Besides the dancing, there was a bar serving all kinds of drinks and cocktail stand serving fresh caipirinhas and mojitos. On Saturday and Sunday the lounge chairs in the lobby were a welcome addition to the space, nice to rest your feet and catch up with your friends.
 

Shows

On Saturday and Sunday after midnight there were a few shows, about five shows on both nights. So the actual showtime didn't eat up too much of the limited number of party hours. The Sunday shows did drag on a bit with a few speeches in the end, but that seems to be the usual case. During the shows there was no music in the second room, so this was your time to either enjoy the shows, or enjoy a drink and put your feet up. 
 

Venue and location

The new venue, Q Factory, is located in the lively area in East Amsterdam, Amsterdam Oost. After the unfortunate destruction of the previous (and rather historic venue in the zouk scene) Melody Line this summer, the organisers were left in a bit a trouble with the location of their event. But luckily the AZC found home at the beautiful Q Factory! 
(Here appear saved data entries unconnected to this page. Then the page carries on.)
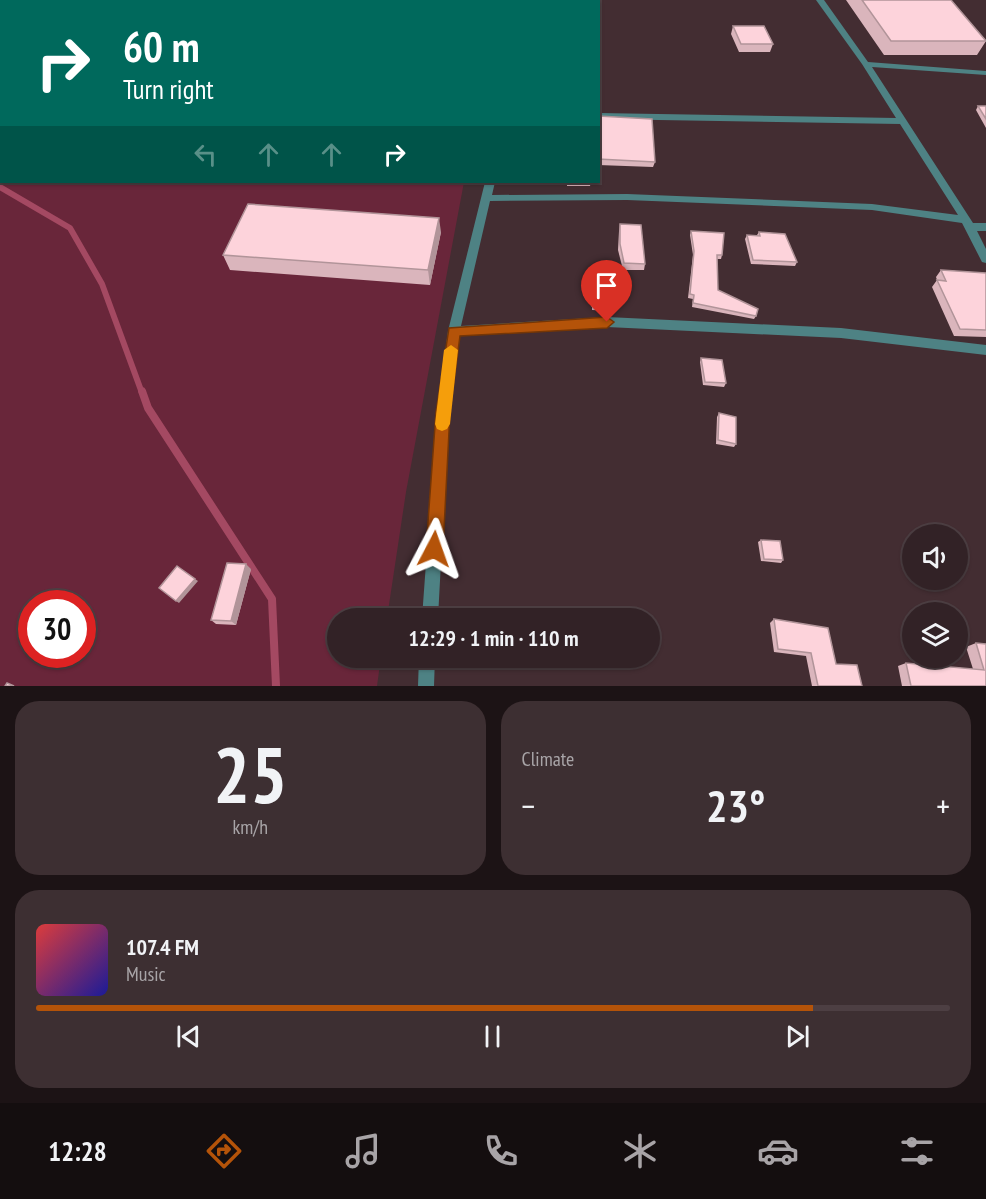 <!DOCTYPE html>
<html lang="en">
<head>
<meta charset="utf-8">
<style>
  body { margin:0; font-family:"PT Sans Narrow",sans-serif; background:#3d2f32; color:#f1f3f6; height:100vh; display:flex; flex-direction:column; font-size:22px; white-space:nowrap }
  * { box-sizing:border-box; margin:0 }
  p { font-size:20px; color:#a8a4a7 }
  .icon { flex:none; width:33px; height:33px; fill:none; stroke:currentColor; stroke-width:2; stroke-linecap:round; stroke-linejoin:round }
  .map { position:relative; height:686px; overflow:hidden }
  .drawer { display:flex; flex-direction:column; gap:15px; padding:15px; background:#1c1315; flex:1 }
  .drawer>* { flex:none }
  .hud { position:absolute; left:0px; top:0px; width:600px; height:183px; box-shadow:0 2px 4px #0004,0 0 0 2px #4d3f43; background:#00695c; color:#fff; overflow:hidden }
  .tools { position:absolute; left:902px; top:524px; display:grid; gap:12px }
  .tools a { display:grid; place-items:center; width:66px; height:66px; border-radius:50%; background:#322226; box-shadow:0 2px 4px #0004,0 0 0 2px #4d3f43; font-size:30px }
  .speed { position:absolute; left:18px; top:590px; display:flex; gap:12px; font-size:30px; font-weight:700; text-align:center }
  .speed>* { display:grid; place-content:center; width:78px; height:78px; border-radius:50%; background:#322226; box-shadow:0 2px 4px #0004,0 0 0 2px #4d3f43; line-height:1 }
  .speed .limit { border:9px solid #d22; background:#fff; color:#111 }
  .pin { position:absolute; display:grid; place-items:center; width:51px; height:51px; color:#fff; margin:-62px -26px; border-radius:50% 50% 50% 0; rotate:-45deg; box-shadow:0 0 6px #0007 }
  .pin .icon { rotate:45deg }
  .me { position:absolute; width:66px; margin:-33px; rotate:4deg; stroke-linejoin:round; filter:drop-shadow(0 0 4px #0008) }
  .turn { display:flex; align-items:center; gap:21px; height:126px; padding:0 24px; font-size:27px }
  .turn .icon { width:78px; height:78px; stroke-width:2.5 }
  .turn b { display:block; font-size:42px; line-height:51px }
  .lanes { display:flex; align-items:center; height:57px; padding:0 24px; background:#0003; justify-content:center; gap:30px; direction:ltr }
  .lanes .off { opacity:.35 }
  .big { font-size:45px; font-weight:700; line-height:1.1 }
  .drawer .tile { flex:1; display:flex; flex-direction:column; justify-content:center; gap:9px; min-width:0; padding:0 21px; border-radius:24px; background:#3d2f32 }
  .drawer .dial { align-items:center; gap:0 }
  .dial b { font-size:78px; line-height:1 }
  .song { display:flex; align-items:center; gap:18px }
  .cover { width:72px; height:72px; border-radius:9px; background:linear-gradient(135deg,hsl(0 70% 55%),hsl(240 70% 35%)) }
  .played { height:6px; border-radius:3px; background:linear-gradient(90deg,#b45309 85%,#4d3f43 85%) }
  .keys { display:flex; justify-content:space-around; direction:ltr }
  .heat { display:flex; justify-content:space-between; align-items:center; font-size:33px; direction:ltr }
  .drawer .tiles { flex:1; display:grid; gap:15px; grid-template-columns:1fr 1fr }
  .tile:last-child { grid-column:span 2 }
  .trip { position:absolute; left:327px; top:608px; width:333px; height:60px; border-radius:30px; background:#322226; box-shadow:0 2px 4px #0004,0 0 0 2px #4d3f43; font-weight:700; line-height:60px; text-align:center }
  .tab-bar { display:flex; height:96px; justify-content:space-around; align-items:center; background:#140e0f; color:#a8a4a7 }
  .tab-bar .icon { width:42px; height:42px }
  .tab-bar .on { color:#b45309 }
  .tab-bar b { font-size:27px; color:#f1f3f6 }
  .map>svg:first-child { display:block }
  .green { fill:#69263a; fill-rule:evenodd }
  .lines { fill:none; stroke-linecap:round; stroke-linejoin:round }
  .stream-far1 { stroke:#a44962; stroke-width:6 }
  .stream { stroke:#a44962; stroke-width:8 }
  .minor { fill:#4e8284; fill-rule:evenodd }
  .wall { fill:#dab5bc }
  .shaded-wall { fill:#b19499 }
  .building { fill:#fdd3db; stroke:#b19499; stroke-width:1.5 }
  .route { fill:#b45309; stroke:#753606; stroke-width:1.5 }
  .slow { fill:#f59e0b }
</style>
</head>
<body>
<div class="map">
<svg width="986" height="686" viewBox="0 0 986 686">
  <rect width="100%" height="100%" fill="#432d32"/>
  <path class="green" d="M133 0H497L133 1Z
    M0 1H20L2 2V182H464L406 492 387 618H338V657H381L377 686H0ZM32 603H82V654H32Z"/>
  <g class="lines">
    <path class="stream-far1" d="M0 187 70 228 102 284 142 393"/>
    <path class="stream" d="M142 391 148 408 272 599 276 686"/>
    <path class="minor" d="M524 0H532V2H524Z
      M816 0H824L868 62 986 71V75L872 67 973 223H986V231H977L986 249V263L982 262 962 223 872 210 627 200 490 201 461 326 607 317 841 328 986 345V355L841 338 607 327 459 335 449 412 438 618H422L437 412 448 331 485 182H495L492 195 627 194 872 204 958 215 900 124 598 119V113L896 118 862 64Z
      M419 657H435L434 686H418Z"/>
  </g>
  <path class="wall" d="M846 0H951L986 41 977 55H884Z
    M733 26 773 44 770 52H739L731 34Z
    M978 106H986V128L976 110Z
    M598 116 655 162 653 167 598 165Z
    M567 182H591L590 186H567Z
    M620 224 645 264 644 270H623L618 250 619 231Z
    M691 231 722 255 721 259H717L718 290 756 316 754 319 692 307 693 299 688 298 693 255 690 235Z
    M441 232 430 285 230 270 223 255Z
    M759 232 797 262 795 266 751 264 745 239 747 235H757Z
    M941 270 986 273V337L954 336 932 287 937 280 936 277Z
    M592 283 614 307 613 311 592 310Z
    M701 358 726 383 724 387 703 385 700 362Z
    M719 413 736 444 734 447 716 444 717 417Z
    M761 540 783 560 781 563 761 561 758 542Z
    M251 569 236 625 216 624 211 620Z
    M774 619 836 664 862 686H812L806 656 774 652 770 623Z
    M976 643 986 644V686H902L898 666 906 663 973 669 966 647Z"/>
  <path class="shaded-wall" d="M439 218 441 232 430 285 428 270Z
    M246 564 251 569 236 625 231 621Z
    M195 579 198 581 179 603 176 601Z"/>
  <path class="building" d="M862 0H951L986 41H891Z
    M733 26H764L773 44H741Z
    M978 106H986V119Z
    M598 116 652 119 655 162 598 159Z
    M248 204 439 218 428 270 223 255Z
    M620 224 641 225 645 264 624 263 620 244Z
    M691 231 724 233 722 255H717L718 290 758 309 756 316 693 303 694 295 690 294 694 251Z
    M759 232 785 234 797 262 753 260 747 235 760 236Z
    M941 270 986 273V330L960 329 937 280 946 281Z
    M592 283 613 284 614 307 592 306Z
    M701 358 722 360 726 383 705 382Z
    M719 413 736 417V444L718 440Z
    M761 540 780 541 783 560 764 559Z
    M227 563 246 564 231 621 211 620Z
    M177 566 195 579 176 601 159 588Z
    M774 619 828 628 836 664 857 665 862 686H818L811 653 778 649Z
    M976 643 986 644V686H911L906 663 984 670Z
    M7 683 14 686H5Z"/>
  <path class="route" d="M607 317 614 322 607 328 460 336 450 412 443 549 440 555 434 557 428 555 426 549 436 412 449 328Z"/>
  <path class="slow" d="M451 345 458 350 450 424 447 429 442 431 437 429 435 424 444 350Z"/>
</svg>
<div class="tools">
<a><svg class="icon" aria-label="sound" viewBox="0 0 24 24"><path d="M4 9h4l5-4v14l-5-4H4zM17 9q2 3 0 6"/></svg></a>
<a><svg class="icon" aria-label="layers" viewBox="0 0 24 24"><path d="M12 4l9 5-9 5-9-5zM3 14l9 5 9-5"/></svg></a>
</div>
<div class="speed"><div class="limit">30</div></div>
<div class="pin" style="left:607px;top:322px;background:#d93025"><svg class="icon" aria-label="arrive" viewBox="0 0 24 24"><path d="M6 21V4h12l-3 4 3 4H6"/></svg></div>
<svg class="me" style="left:434px;top:549px" viewBox="-20 -20 40 40"><path d="M0-17L14 15 0 8-14 15z" fill="#b45309" stroke="#fff" stroke-width="4"/></svg>
<div class="trip">12:29 · 1 min · 110 m</div>
<div class="hud">
<div class="turn"><svg class="icon" aria-label="right" viewBox="0 0 24 24"><path d="M7 20v-9h11M14 6l5 5-5 5"/></svg><div><b>60 m</b>Turn right</div></div>
<div class="lanes"><svg class="icon off" aria-label="left" viewBox="0 0 24 24"><path d="M17 20v-9H6M10 6l-5 5 5 5"/></svg><svg class="icon off" aria-label="ahead" viewBox="0 0 24 24"><path d="M12 20V5M6 11l6-6 6 6"/></svg><svg class="icon off" aria-label="ahead" viewBox="0 0 24 24"><path d="M12 20V5M6 11l6-6 6 6"/></svg><svg class="icon" aria-label="right" viewBox="0 0 24 24"><path d="M7 20v-9h11M14 6l5 5-5 5"/></svg></div>
</div>
</div>
<section class="drawer">
<div class="tiles">
<div class="tile dial"><b>25</b><p>km/h</p></div>
<div class="tile"><p>Climate</p>
<div class="heat"><a>−</a><b class="big">23°</b><a>+</a></div>
</div>
<div class="tile">
<div class="song"><i class="cover"></i><div><b>107.4 FM</b><p>Music</p></div></div>
<div class="played"></div>
<div class="keys"><svg class="icon" aria-label="previous" viewBox="0 0 24 24"><path d="M18 5L8 12l10 7zM5 5v14"/></svg><svg class="icon" aria-label="pause" viewBox="0 0 24 24"><path d="M8 5v14M16 5v14"/></svg><svg class="icon" aria-label="next" viewBox="0 0 24 24"><path d="M6 5l10 7-10 7zM19 5v14"/></svg></div>
</div>
</div>
</section>
<nav class="tab-bar">
<b>12:28</b>
<svg class="icon on" aria-label="directions" viewBox="0 0 24 24"><path d="M12 3l9 9-9 9-9-9zM9 14v-3h6M13 9l2 2-2 2"/></svg>
<svg class="icon" aria-label="music" viewBox="0 0 24 24"><path d="M9 18V5l10-2v13"/><circle cx="6" cy="18" r="3"/><circle cx="16" cy="16" r="3"/></svg>
<svg class="icon" aria-label="phone" viewBox="0 0 24 24"><path d="M5 4h4l2 5-3 2q2 4 5 5l2-3 5 2v4C11 20 4 13 5 4z"/></svg>
<svg class="icon" aria-label="climate" viewBox="0 0 24 24"><path d="M12 3v18M4 7l16 10M4 17L20 7"/></svg>
<svg class="icon" aria-label="car" viewBox="0 0 24 24"><path d="M5 17H2v-5l4-1 3-4h7l3 4 3 1v5h-3M9 17h6M6 11h13"/><circle cx="7" cy="17" r="2"/><circle cx="17" cy="17" r="2"/></svg>
<svg class="icon" aria-label="filters" viewBox="0 0 24 24"><path d="M4 7h16M4 17h16"/><circle cx="9" cy="7" r="2"/><circle cx="15" cy="17" r="2"/></svg>
</nav>
</body>
</html>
The entire event took place at the Q Factory, all the workshops and parties. Inside the venue, in the basement floor there was a small reception and a café. In the first floor you could find the party spaces and the main workshop hall as well as the bar (open Fri-Sun nights) and coat check (open Sat-Sun nights). On the third floor were the two smaller workshop rooms with a (very) small lobby where they sold dance clothes and açaí, and on that floor you could also find the massage therapist. I especially loved the airy first floor!

The venue is surrounded by a couple of pedestrian streets filled with shops of all kinds. Closeby you'll find a canal and lining that is a string of restaurants - a superb spot to have your lunch or dinner. The area is rather easily accessible, though there are not too many hotels close to the venue. We were lucky to find a nice apartment to rent about 10 minutes walk from the venue and I recommend others to group up and find apartments as well if the AZC is also held at Q Factory in the future. See a map of the location at the top of this post!


More about Amsterdam and zouk in the Netherlands


Sum up

Thanks to my roomies for making the weekend extra special!

Thanks to my roomies for making the weekend extra special!

What made the 2015 Amsterdam Zouk Congress special for me was the small things - people's smiles at the workshops and the parties, special moments on the dance floor, pushing myself to a new level.. And just the simple, sunny afternoons and warm evenings with a group of friends in lively Amsterdam. I really liked the new location, a big plus for a zouk tourist like myself; the space was not only well-located in a buzzing neighborhood but it was also a cool modern venue. A minus goes for the cramped space & strange music of the Friday party but all was improved over the weekend. A job well done for the first AZC at the Q Factory!